STATISTICALLY PROBABLE BUT UNRESOLVED: The USGS baseline supports at least one qualifying event most weeks, but no confirming data has arrived yet. Market probability: 51.5%.

Resolved
Volume
$62.6K
$13.2K in 24h
Liquidity
$15.5K
Moderate depth
7-Day Move
+44.1%
Strong surge
Time Left
Ended
Resolves May 17
63K Vol. Ended

Global seismic activity doesn’t follow a weekly schedule, and that’s exactly why this market exists. The question is simple: how many magnitude 6.5 or above earthquakes occur between May 11 and May 17, 2026? The market is split almost perfectly down the middle, with the leading outcome sitting at 51.5%. That’s not conviction.

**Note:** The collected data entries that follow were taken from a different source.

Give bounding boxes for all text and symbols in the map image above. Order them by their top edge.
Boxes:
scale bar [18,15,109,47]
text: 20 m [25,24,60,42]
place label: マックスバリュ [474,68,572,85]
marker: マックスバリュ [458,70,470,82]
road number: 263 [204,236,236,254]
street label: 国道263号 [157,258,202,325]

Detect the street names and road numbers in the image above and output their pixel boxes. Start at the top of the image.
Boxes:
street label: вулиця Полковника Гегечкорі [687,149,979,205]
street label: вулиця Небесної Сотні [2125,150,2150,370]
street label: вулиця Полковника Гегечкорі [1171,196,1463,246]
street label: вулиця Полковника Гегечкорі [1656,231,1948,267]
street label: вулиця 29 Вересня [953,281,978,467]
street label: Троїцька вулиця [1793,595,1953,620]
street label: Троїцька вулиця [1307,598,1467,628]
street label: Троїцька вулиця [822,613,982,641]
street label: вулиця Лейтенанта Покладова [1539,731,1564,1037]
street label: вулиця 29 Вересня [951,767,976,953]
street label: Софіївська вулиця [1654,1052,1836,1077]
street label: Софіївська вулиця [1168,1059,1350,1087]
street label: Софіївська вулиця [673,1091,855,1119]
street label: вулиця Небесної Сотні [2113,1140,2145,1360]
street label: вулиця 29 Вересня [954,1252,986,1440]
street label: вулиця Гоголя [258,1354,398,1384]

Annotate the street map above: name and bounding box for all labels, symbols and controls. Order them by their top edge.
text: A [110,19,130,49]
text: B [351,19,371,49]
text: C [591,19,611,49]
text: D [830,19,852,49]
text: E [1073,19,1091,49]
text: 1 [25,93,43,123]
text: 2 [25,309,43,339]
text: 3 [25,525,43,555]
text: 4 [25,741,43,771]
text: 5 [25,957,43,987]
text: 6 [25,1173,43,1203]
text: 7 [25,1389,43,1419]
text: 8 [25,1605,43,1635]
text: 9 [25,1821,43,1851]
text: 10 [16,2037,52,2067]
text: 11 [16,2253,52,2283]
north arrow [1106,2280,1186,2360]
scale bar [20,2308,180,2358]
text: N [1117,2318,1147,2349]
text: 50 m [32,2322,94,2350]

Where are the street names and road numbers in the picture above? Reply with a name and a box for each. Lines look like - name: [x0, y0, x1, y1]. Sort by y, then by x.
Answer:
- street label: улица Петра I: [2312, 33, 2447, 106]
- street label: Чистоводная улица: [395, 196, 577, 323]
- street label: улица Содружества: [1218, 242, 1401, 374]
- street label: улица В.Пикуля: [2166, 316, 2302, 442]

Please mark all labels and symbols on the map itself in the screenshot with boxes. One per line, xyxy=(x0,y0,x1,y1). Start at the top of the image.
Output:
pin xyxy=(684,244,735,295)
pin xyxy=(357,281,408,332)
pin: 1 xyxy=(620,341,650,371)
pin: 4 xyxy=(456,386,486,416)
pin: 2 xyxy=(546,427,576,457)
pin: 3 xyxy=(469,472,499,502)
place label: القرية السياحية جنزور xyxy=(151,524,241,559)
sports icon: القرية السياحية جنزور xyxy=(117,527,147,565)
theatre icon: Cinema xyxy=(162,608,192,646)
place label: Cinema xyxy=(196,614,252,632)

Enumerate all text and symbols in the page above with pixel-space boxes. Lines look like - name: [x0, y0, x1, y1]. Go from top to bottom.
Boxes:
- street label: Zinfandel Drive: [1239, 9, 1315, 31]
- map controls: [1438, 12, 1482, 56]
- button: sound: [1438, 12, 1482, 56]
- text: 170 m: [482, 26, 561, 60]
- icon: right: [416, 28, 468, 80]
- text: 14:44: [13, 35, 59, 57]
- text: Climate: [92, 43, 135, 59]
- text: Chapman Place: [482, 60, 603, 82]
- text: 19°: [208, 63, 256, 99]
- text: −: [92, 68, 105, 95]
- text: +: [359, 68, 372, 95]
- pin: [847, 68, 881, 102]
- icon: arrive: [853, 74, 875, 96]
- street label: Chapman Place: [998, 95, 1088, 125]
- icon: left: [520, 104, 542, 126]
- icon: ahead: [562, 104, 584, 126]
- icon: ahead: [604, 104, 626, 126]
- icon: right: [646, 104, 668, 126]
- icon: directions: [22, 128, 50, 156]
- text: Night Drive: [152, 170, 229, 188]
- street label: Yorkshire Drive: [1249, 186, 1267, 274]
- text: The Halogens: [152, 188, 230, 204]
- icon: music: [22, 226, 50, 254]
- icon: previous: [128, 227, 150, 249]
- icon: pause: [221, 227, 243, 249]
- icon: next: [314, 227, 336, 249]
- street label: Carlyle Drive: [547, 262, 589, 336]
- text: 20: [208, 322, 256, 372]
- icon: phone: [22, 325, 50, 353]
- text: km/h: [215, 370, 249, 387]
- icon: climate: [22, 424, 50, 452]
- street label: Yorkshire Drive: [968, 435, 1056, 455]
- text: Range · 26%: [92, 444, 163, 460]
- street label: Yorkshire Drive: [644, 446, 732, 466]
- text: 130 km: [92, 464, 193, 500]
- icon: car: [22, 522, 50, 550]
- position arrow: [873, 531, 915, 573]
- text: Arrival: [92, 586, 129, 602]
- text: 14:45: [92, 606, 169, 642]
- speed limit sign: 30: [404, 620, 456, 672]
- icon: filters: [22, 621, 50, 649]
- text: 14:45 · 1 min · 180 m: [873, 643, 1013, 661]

That’s a coin flip dressed up as a prediction.

The contract structure on this Polymarket listing is unusual. Instead of a binary YES/NO outcome, traders are pricing across discrete outcome buckets: 1, 2, 3, 4, 5, and more than 5 magnitude-6.5-plus events in a single seven-day window. The total volume sits at $2,838, which is thin enough that a single meaningful seismic event, or a cluster of them, could reprice this contract sharply before May 17.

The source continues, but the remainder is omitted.